Thanks for the info.


----------



## lben (Jun 3, 2008)

You can get one at Walmart for less than $80. That's where I got mine at. You just have to be sure the mug will fit nicely inside it without getting too close to the heating elements. I got a rotisserie, convection, conventional oven. 

They do recommend not using your home oven for sublimation because the ink turns into a gas (which is why you're supposed to do it in a well ventilated area too) and that gas can attach itself to the oven walls and when it gets reheated that ink turns back into a gas and theoretically can get onto your food. I would assume that if it isn't safe to breathe it most likely isn't safe to ingest either.


----------



## selanac (Jan 8, 2007)

Loretta, May I ask you a question? Do you ship completed individual mugs to your customers, and if so, how to you pack them and which carrier? What's the average cost?

Thanks, Paul


----------



## helix-2000 (Nov 6, 2007)

I use a mug wrap but have oven at 350 and bake for 20 mins after up to temp and have had no issues.


----------



## lben (Jun 3, 2008)

Most of my customers only order one mug at a time. I wrap them in bubble wrap, put them in a 5" square box, and then wrap them again in bubble wrap and put in another box. Or just really bubble wrap the crap out of it and stuff it into the 7" x 7" x 6" box. I use USPS Priority Mail $5.95 to ship anywhere in the USA for the 7" x 7" x 6" sized box.


----------



## selanac (Jan 8, 2007)

Thanks Loretta. I'll check Wal-mart tomorrow, and also pickup more USPS 7" x 7" x 6" boxes and bubble wrap. 

Do you have a preferred Mug, and sublimation paper supplier? Sorry for all the questions. I was thinking of using Conde for both.


----------



## lben (Jun 3, 2008)

I use Conde for the mugs and bestblanks for the paper. I haven't tried Conde's paper yet because I'm still plowing through what's left of my bestblanks paper. I got a little carried away when I bought it... I use the MUG11 from conde.


----------



## selanac (Jan 8, 2007)

Thanks, I'll have to remember that when I purchase from them next.


----------



## conde tech (Nov 15, 2007)

How long are u pressing your mugs? If the paper is scorching, your are pressing too long. Where are u getting your mugs? If you are getting faded areas, u are not using enough pressure. Please feel free to call me.


----------



## selanac (Jan 8, 2007)

Bought a Oaster Counter Top Oven from Costco for $50. Then printed the imprint on the Shiney side of the Paper. It was more like egg shell shine. 

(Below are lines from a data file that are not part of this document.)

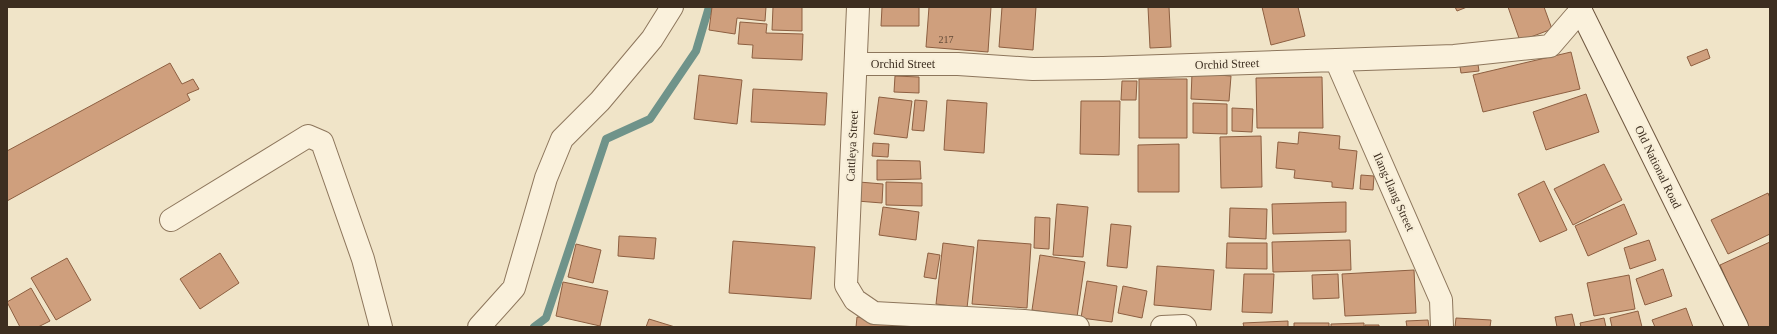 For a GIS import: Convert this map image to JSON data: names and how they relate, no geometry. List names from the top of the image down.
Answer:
{
  "streets": {
    "street": [
      "Orchid Street",
      "Cattleya Street",
      "Old National Road",
      "Ilang-Ilang Street"
    ]
  },
  "crossings": [
    ["Orchid Street", "Cattleya Street"],
    ["Orchid Street", "Old National Road"],
    ["Orchid Street", "Ilang-Ilang Street"]
  ],
  "house_numbers": ["217"]
} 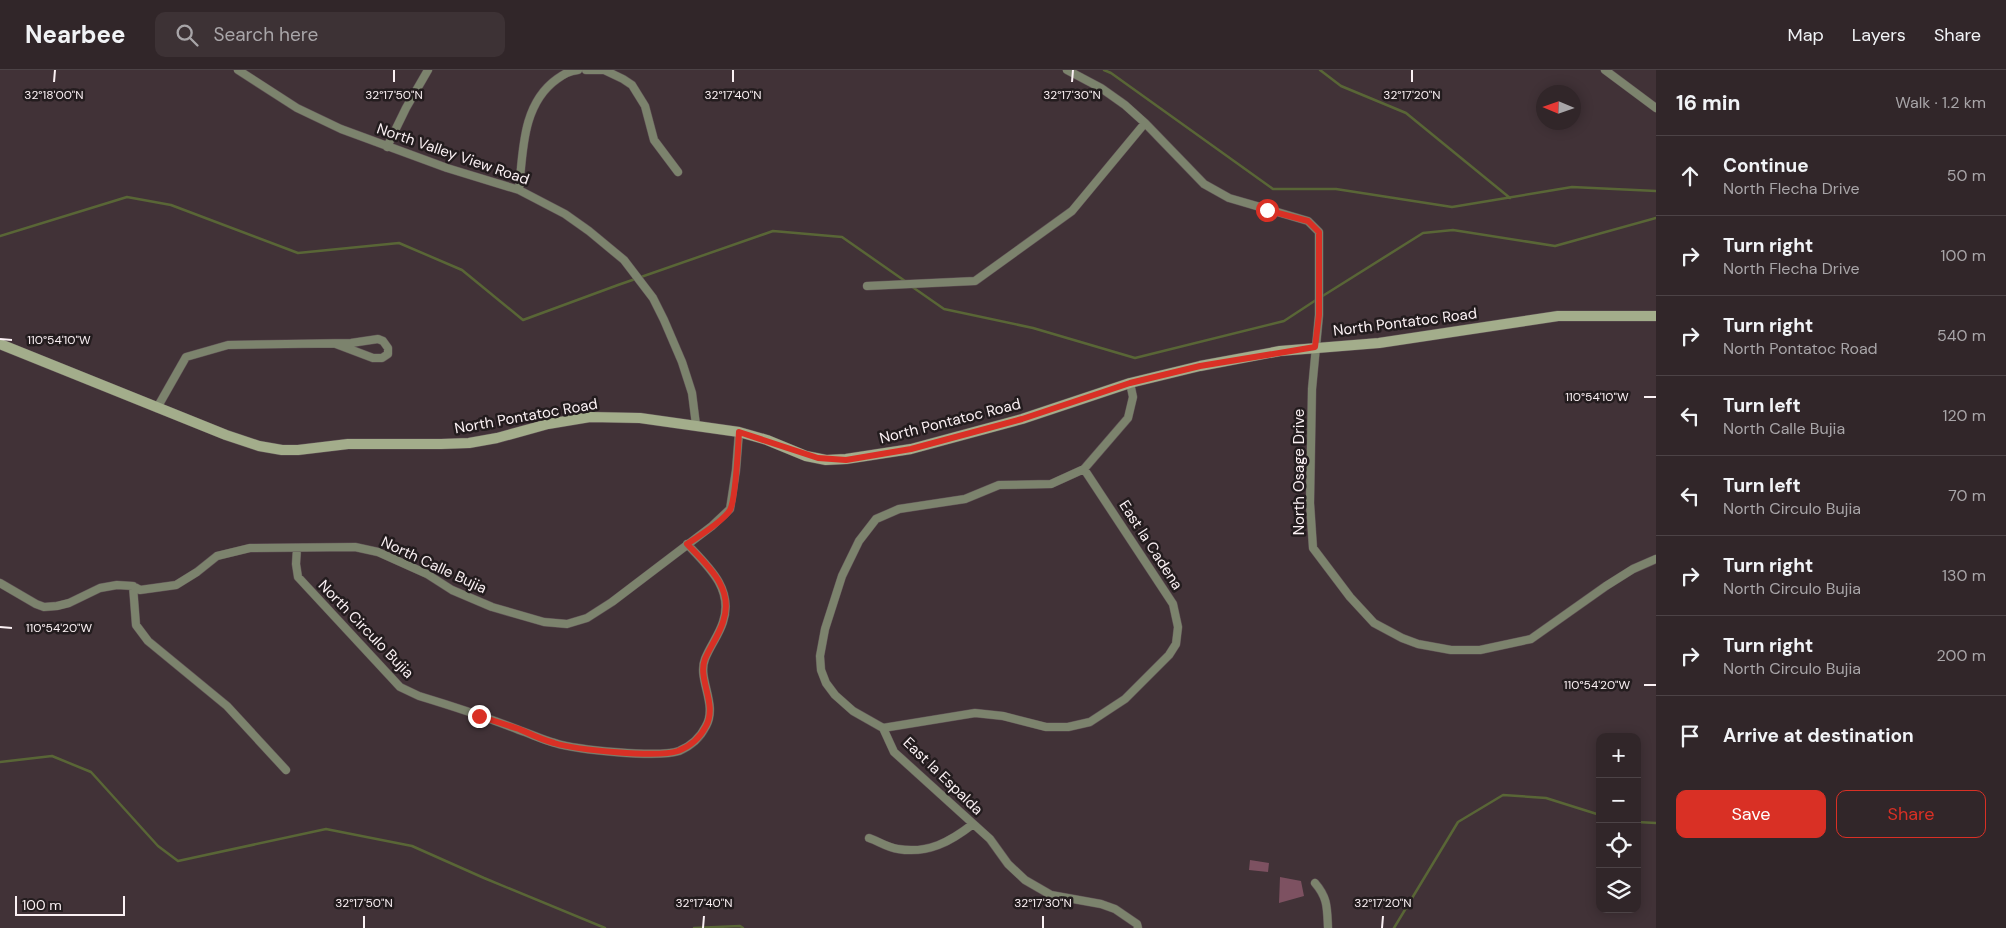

After the ink dried (okay, the first one I touched with my finger before it dried). 
Wrapped it with the Cactus Wrap I bought from someone on this forum. 
Tightened using a 7/16 socket with the drill bit at 4. Torque level. 
The first one I warmed the oven for 5 minutes and cured for 16 minutes. 
It came out with a little burning and something like finger prints on the handle. 
The 2nd one was 16 minutes of curing, no burning, but still the finger tips. 
The last one really looked good at 15 minutes of curing. When I opened the door there was no finger print imprints on the handle. After the 2nd one my wife suggested using latex gloves too. 
However as I used the oven mit, I noticed the finger print imprint went right on. 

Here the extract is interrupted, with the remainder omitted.